Roblyer, M. D., & Doering, A. H. (2013). Integrating educational technology into teaching [6th edition].
Dr. Thompson had us “practice” writing a request for proposal (RFP) document. In this document we had to plan how to execute helping Far West Laboratory with their need to educate their school clients.
I think this is a reflection on what was done for the VoiceThread moderation:
Voice Thread moderation
How do you help students interact effectively in an online course?
A few of us have posted examples of how we help students interact effectively in our discussion areas. Although Chris has not held online discussions with students, she likes the small group approach. In addition she likes the idea of having students be facilitators. Bret confirms the importance of using multimedia and unique opportunities to engage a discussion. James also likes the idea of having student facilitators and freshness to the content, but cautions against overwhelming the students with too many new ideas or tools to learn. Sarah points out facilitator involvement is crucial, yet the facilitator needs to be careful to not become the discussion. Let the students be the discussion by finding a balance between facilitator input and student contributions. Earl stresses modeling effective communication so novice participants experience what they are expected to do in the discussion. So far our discussion has focused on group size, discussion format or setting, facilitator involvement that may involve student facilitators, and modeling what we expect of the participants. What other suggestions do you have about how to get students to interact in a discussion forum or even with wiki collaborations? We have a few more days left for this discussion, so please provide examples from your classroom, experiences with online learning, ideas from the readings, or unique perspectives you’ve acquired while in this or other online classes. What has motivated you to interact in our online courses?

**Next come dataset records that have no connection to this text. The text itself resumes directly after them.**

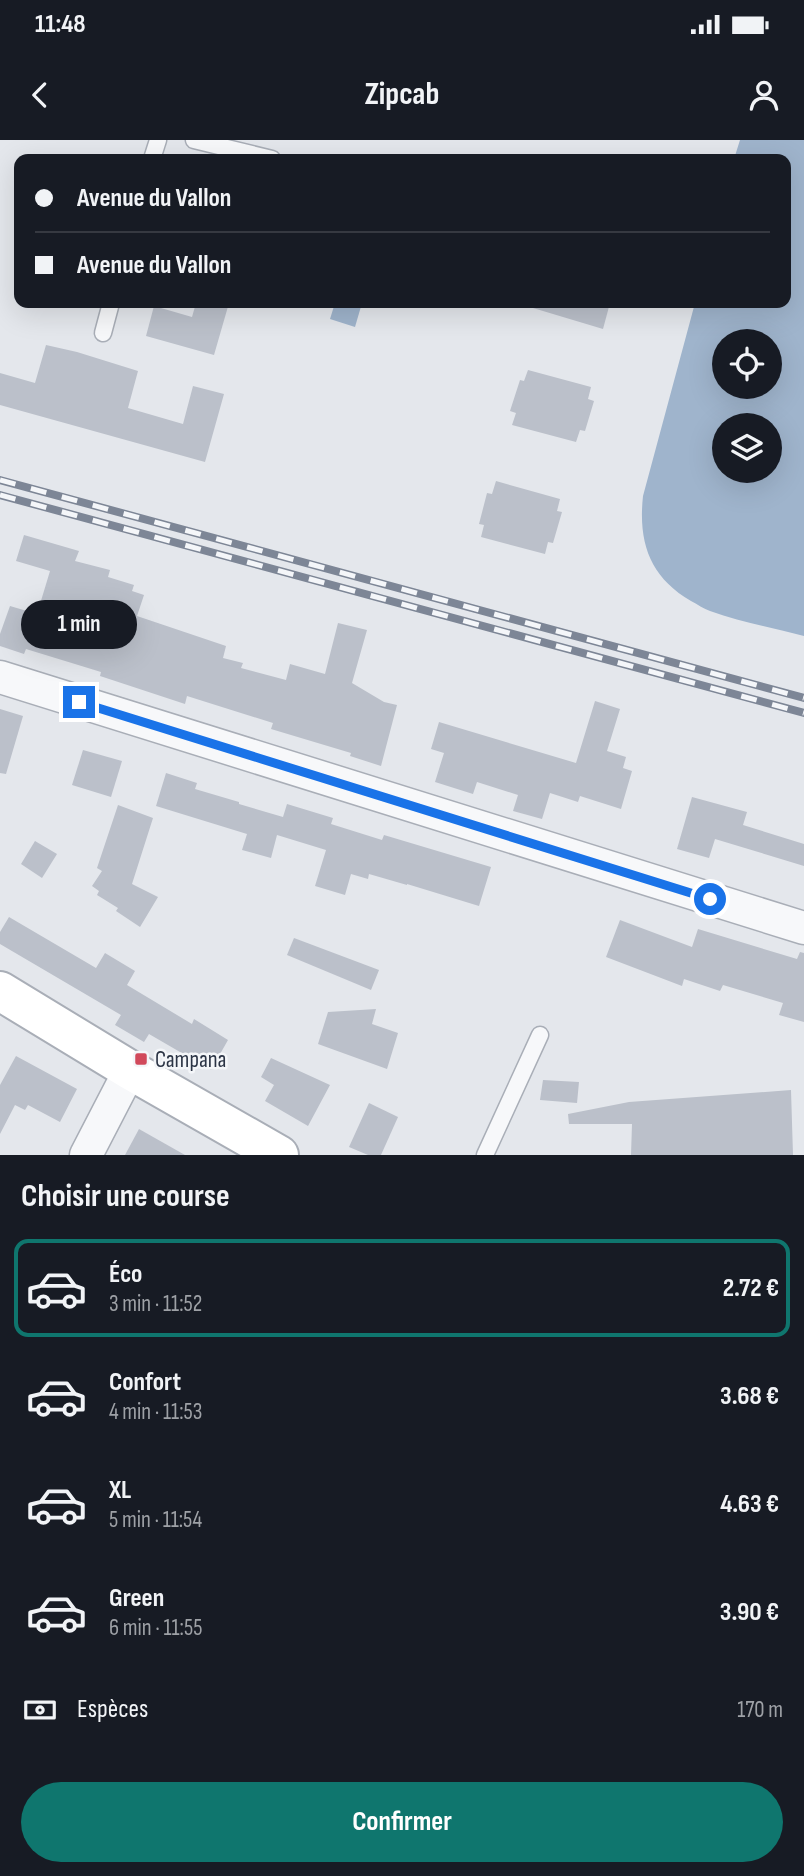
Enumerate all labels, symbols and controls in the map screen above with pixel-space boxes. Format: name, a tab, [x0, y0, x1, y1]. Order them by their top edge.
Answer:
text: 11:48	[35, 9, 86, 40]
text: Zipcab	[365, 75, 439, 114]
icon: back	[21, 76, 59, 114]
icon: person	[745, 76, 783, 114]
text: Avenue du Vallon	[77, 183, 231, 214]
text: Avenue du Vallon	[77, 250, 231, 281]
map controls	[712, 329, 782, 483]
button: locate	[712, 329, 782, 399]
button: layers	[712, 413, 782, 483]
callout: 1 min	[21, 601, 137, 650]
text: 1 min	[58, 610, 100, 638]
route end	[63, 686, 95, 718]
route start	[694, 883, 726, 915]
place label: Campana	[155, 1046, 226, 1074]
marker: Campana	[133, 1051, 149, 1067]
text: Choisir une course	[21, 1177, 230, 1216]
icon: car	[25, 1257, 88, 1320]
text: Éco	[109, 1259, 142, 1290]
text: 2.72 €	[723, 1273, 779, 1304]
text: 3 min · 11:52	[109, 1290, 202, 1318]
icon: car	[25, 1365, 88, 1428]
text: Confort	[109, 1367, 181, 1398]
text: 3.68 €	[720, 1381, 779, 1412]
text: 4 min · 11:53	[109, 1398, 202, 1426]
icon: car	[25, 1473, 88, 1536]
text: XL	[109, 1475, 131, 1506]
text: 4.63 €	[720, 1489, 779, 1520]
text: 5 min · 11:54	[109, 1506, 202, 1534]
icon: car	[25, 1581, 88, 1644]
text: Green	[109, 1583, 164, 1614]
text: 3.90 €	[720, 1597, 779, 1628]
text: 6 min · 11:55	[109, 1614, 202, 1642]
icon: cash	[21, 1691, 59, 1729]
text: Espèces	[77, 1694, 148, 1725]
text: 170 m	[737, 1696, 783, 1724]
button: Confirmer	[21, 1782, 783, 1862]

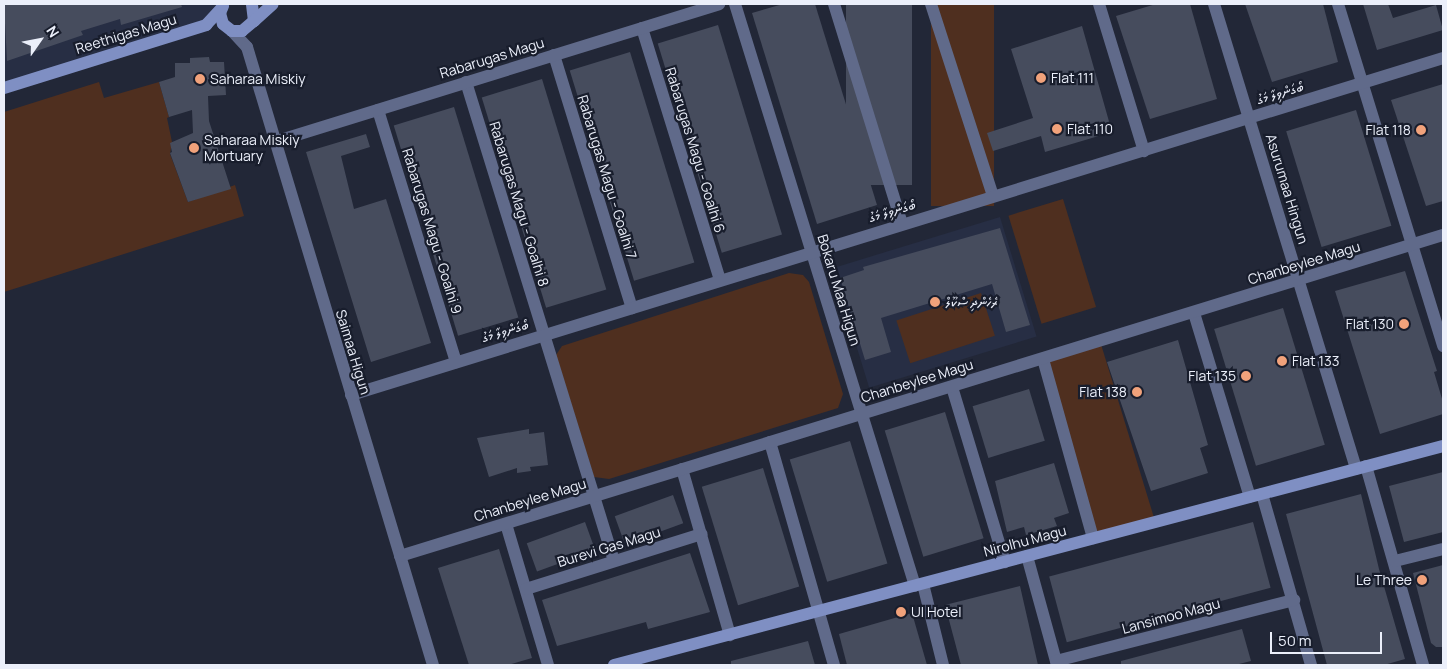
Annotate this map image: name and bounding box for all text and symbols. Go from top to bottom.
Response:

How do you sustain online discussions?
A few people have shared aspects of online discussions including how the discussion is launched, what happens during the discussion, and how to prolong it. Kathryn stresses the importance of using open-ended questions to allow for freedom of expression of ideas. Bret cautions instructors to not assume that an open-ended question will guarantee student participation that stays focused on the topic. How would you build community building into the online discussion that may be more natural to create in a face to face environment? Sarah seeks the perfect balance between structure and flexibility. What suggestions do you have about how to create flexibility while still giving enough structure so students feel safe in the environment? Earl suggests extending discussions with hypothetical situations. With that in mind, what do you suggest we do to get people who have not posted to this discussion yet, to post to the discussion? Do the facilitators send out personal invitations to the discussion? Do we respect that for this discussion we are graduate students and therefore have the choice to participate or not? If you are working with adults like we are, but who may not be as comfortable with the online world as we are, how would you lure them to volunteer their ideas in an online discussion?

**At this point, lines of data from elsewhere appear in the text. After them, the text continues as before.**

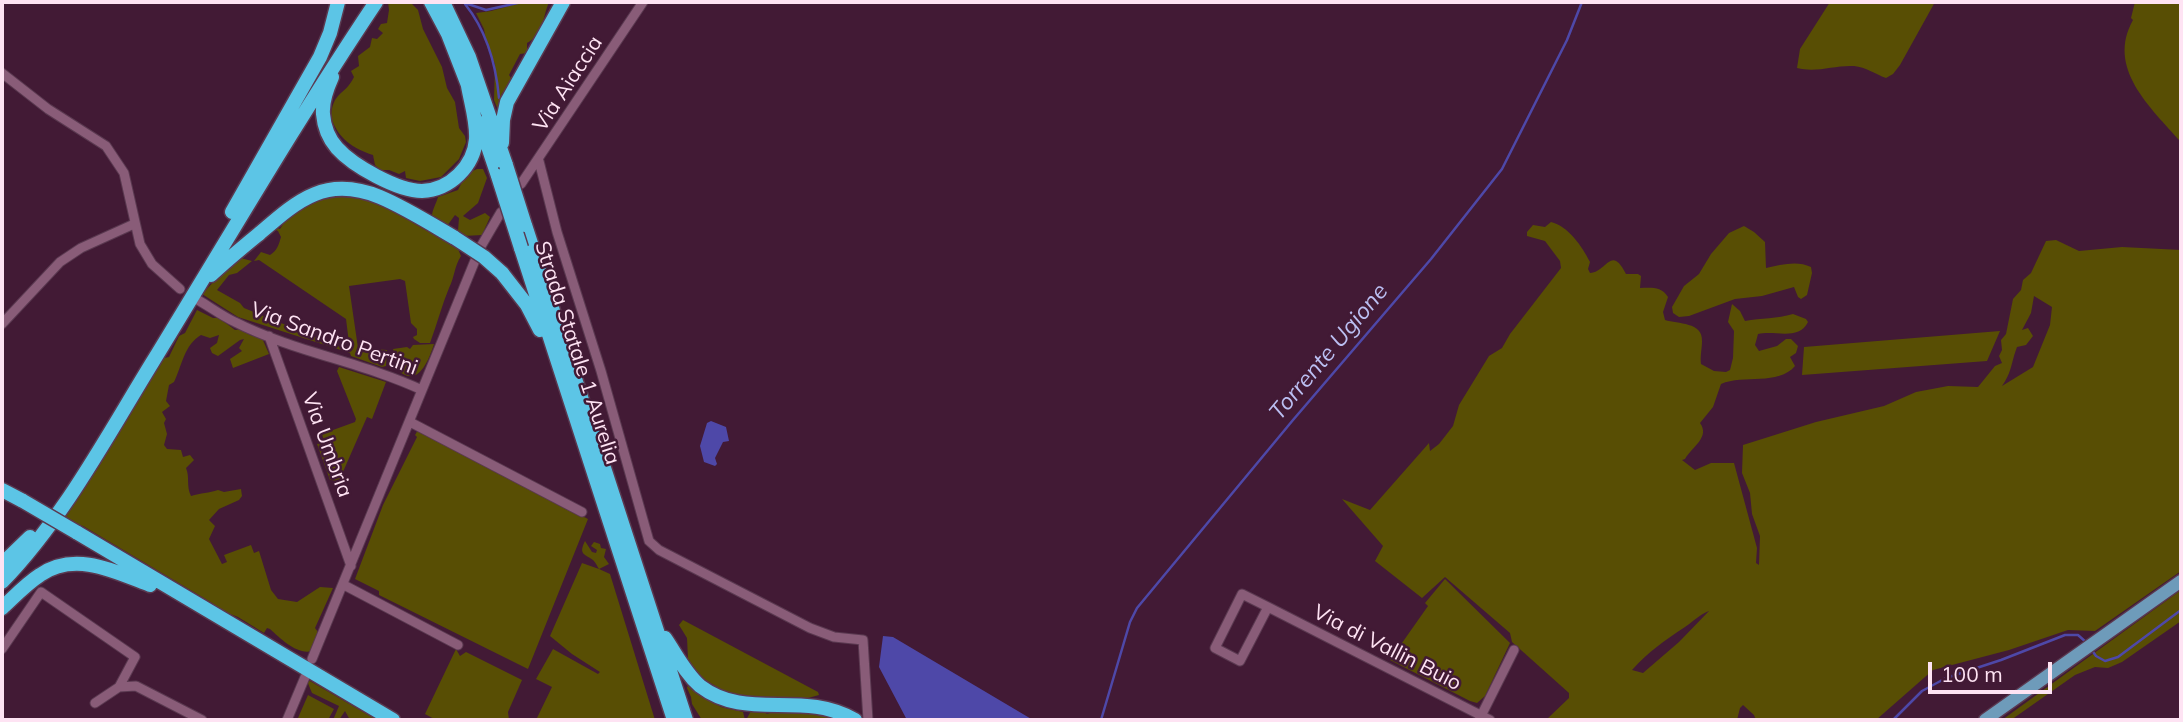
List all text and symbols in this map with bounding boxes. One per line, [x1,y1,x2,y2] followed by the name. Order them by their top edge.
[528,31,608,137] street label: Via Aiaccia
[529,238,625,468] street label: Strada Statale 1 Aurelia
[1264,278,1394,426] water label: Torrente Ugione
[247,297,421,381] street label: Via Sandro Pertini
[296,389,358,501] street label: Via Umbria
[1309,600,1465,696] street label: Via di Vallin Buio
[1931,648,2055,692] scale bar
[1941,661,2003,687] text: 100 m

How do you keep a presence in online discussions without taking over the conversations?
So far, everybody recognizes the importance of having the facilitator being a part of the discussion. Kathryn points out that creating a social presence by providing feedback to participants. James suggests instructors target the posts that are not getting many responses by replying directly to those ideas in an attempt to stimulate discussion based on what is said in the neglected posts. Sarah’s audio file was not loading at the time I crafted this summary. Jessica recommends brevity while including leading questions to further the discussion. How do you suggest a facilitator follows these recommendations without overwhelming the discussion? How does one provide feedback, but not so much that it curtails further discussion?
How do you use online discussion in your blended courses?

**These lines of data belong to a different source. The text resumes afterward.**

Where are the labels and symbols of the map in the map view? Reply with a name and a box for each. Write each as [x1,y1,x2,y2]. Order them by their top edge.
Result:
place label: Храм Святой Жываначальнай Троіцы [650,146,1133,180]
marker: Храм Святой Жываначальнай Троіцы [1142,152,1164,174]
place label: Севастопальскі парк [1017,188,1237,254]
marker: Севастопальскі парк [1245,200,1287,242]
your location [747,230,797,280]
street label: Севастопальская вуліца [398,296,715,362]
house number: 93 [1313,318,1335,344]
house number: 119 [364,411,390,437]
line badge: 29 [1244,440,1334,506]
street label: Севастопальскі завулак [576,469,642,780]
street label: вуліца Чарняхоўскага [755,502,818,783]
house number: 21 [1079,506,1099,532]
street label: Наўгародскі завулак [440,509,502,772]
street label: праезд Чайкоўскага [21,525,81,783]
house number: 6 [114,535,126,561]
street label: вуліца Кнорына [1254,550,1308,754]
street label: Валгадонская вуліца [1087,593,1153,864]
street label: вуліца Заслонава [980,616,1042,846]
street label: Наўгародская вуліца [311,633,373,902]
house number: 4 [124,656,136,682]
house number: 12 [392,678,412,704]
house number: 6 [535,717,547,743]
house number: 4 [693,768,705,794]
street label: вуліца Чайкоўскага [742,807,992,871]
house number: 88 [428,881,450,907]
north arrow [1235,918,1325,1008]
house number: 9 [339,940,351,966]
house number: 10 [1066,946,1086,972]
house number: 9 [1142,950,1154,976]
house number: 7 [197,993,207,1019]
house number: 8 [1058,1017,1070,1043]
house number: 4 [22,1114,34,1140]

So far we have heard a few ways people can use online discussion areas to allow for collaboration or submission of individualized perspectives on a topic. Glori has her students do mini-case studies by perusing the literature and deciding what they would incorporate into their own practice. Adam does a sort of jigsaw where he posts questions about themes in geography and allows students to self-select which ones they will respond to. Then he challenges students to visit a different theme and contribute to its thread. Bret confirms the uniqueness of using discussion forums as a review area for essay exams. He commends Adam for using the discussion area to stimulate student interactions and follows up with questions about procedures for doing such discussions. Kathryn suggested using the discussion areas as a place to do summarizing activities or for students to provide feedback on the course without having time constraints you can have in the face to face classroom. Sarah not only uses discussion areas as a place for students to brainstorm, but since it is out in the open, she can also give feedback and approve their ideas before students prematurely commit to a topic that may not be as fruitful as originally anticipated. What are some other concrete examples of ways you can engage students in an online forum?
We did case studies in EDTECH 562 so we can see how evaluation is done in the real world. How are statistics used to validate what was done during the research process? Here is an example of one of the case studies I completed while taking the class.
EDTECH 562: Module 4 Case Study
Submit to Module 4: Case Study
Please read the Module 4 Case Study file: Li, Q. (2010). Inquiry-based learning and e-mentoring via videoconference: A study of mathematics and science learning of Canadian rural students. Educational technology research and development. 58(6), 729-753.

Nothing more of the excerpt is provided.